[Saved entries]
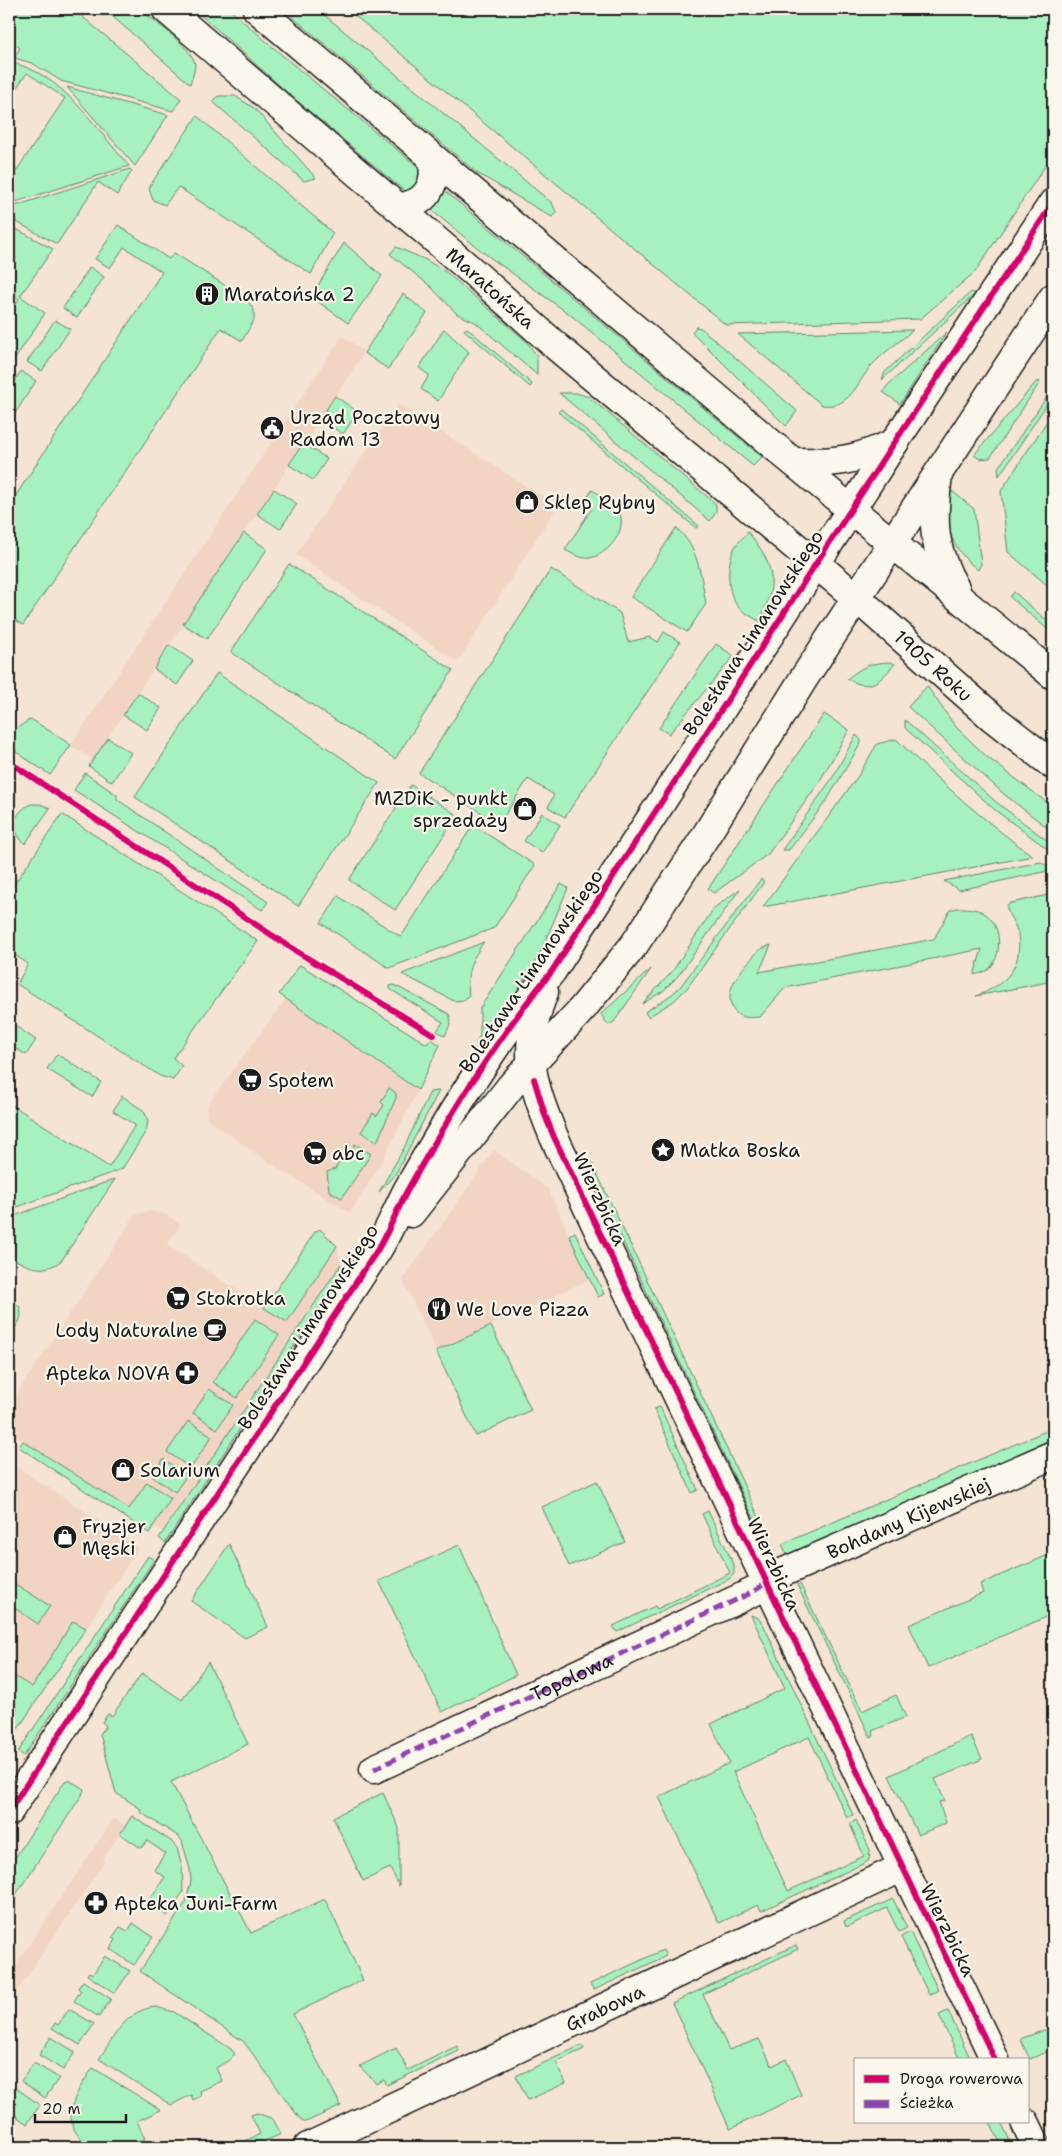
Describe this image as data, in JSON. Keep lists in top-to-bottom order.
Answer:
{
  "streets": {
    "street": [
      "Maratońska",
      "Bolesława Limanowskiego",
      "1905 Roku",
      "Wierzbicka",
      "Bohdany Kijewskiej",
      "Topolowa",
      "Grabowa"
    ]
  },
  "crossings": [
    ["Maratońska", "Bolesława Limanowskiego"],
    ["Maratońska", "1905 Roku"],
    ["Bolesława Limanowskiego", "1905 Roku"],
    ["Bolesława Limanowskiego", "Wierzbicka"],
    ["Wierzbicka", "Bohdany Kijewskiej"],
    ["Wierzbicka", "Topolowa"],
    ["Wierzbicka", "Grabowa"],
    ["Bohdany Kijewskiej", "Topolowa"]
  ],
  "places": {
    "building": ["Maratońska 2"],
    "public building": ["Urząd Pocztowy Radom 13"],
    "shop": [
      "Sklep Rybny",
      "MZDiK - punkt sprzedaży",
      "Solarium",
      "Fryzjer Męski"
    ],
    "supermarket": ["Społem", "abc", "Stokrotka"],
    "place": ["Matka Boska"],
    "restaurant": ["We Love Pizza"],
    "cafe": ["Lody Naturalne"],
    "pharmacy": ["Apteka NOVA", "Apteka Juni-Farm"]
  },
  "legend": ["Droga rowerowa", "Ścieżka"],
  "scale_bar": "20 m"
}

■ **WHAT THE TASK REQUIRES**:
For each record above, write out its text exactly and skip any picture.

■ **SOLUTION TO THIS TASK**:
Describe this image as data, in JSON. Keep lists in top-to-bottom order.
Answer:
{
  "streets": {
    "street": [
      "Maratońska",
      "Bolesława Limanowskiego",
      "1905 Roku",
      "Wierzbicka",
      "Bohdany Kijewskiej",
      "Topolowa",
      "Grabowa"
    ]
  },
  "crossings": [
    ["Maratońska", "Bolesława Limanowskiego"],
    ["Maratońska", "1905 Roku"],
    ["Bolesława Limanowskiego", "1905 Roku"],
    ["Bolesława Limanowskiego", "Wierzbicka"],
    ["Wierzbicka", "Bohdany Kijewskiej"],
    ["Wierzbicka", "Topolowa"],
    ["Wierzbicka", "Grabowa"],
    ["Bohdany Kijewskiej", "Topolowa"]
  ],
  "places": {
    "building": ["Maratońska 2"],
    "public building": ["Urząd Pocztowy Radom 13"],
    "shop": [
      "Sklep Rybny",
      "MZDiK - punkt sprzedaży",
      "Solarium",
      "Fryzjer Męski"
    ],
    "supermarket": ["Społem", "abc", "Stokrotka"],
    "place": ["Matka Boska"],
    "restaurant": ["We Love Pizza"],
    "cafe": ["Lody Naturalne"],
    "pharmacy": ["Apteka NOVA", "Apteka Juni-Farm"]
  },
  "legend": ["Droga rowerowa", "Ścieżka"],
  "scale_bar": "20 m"
}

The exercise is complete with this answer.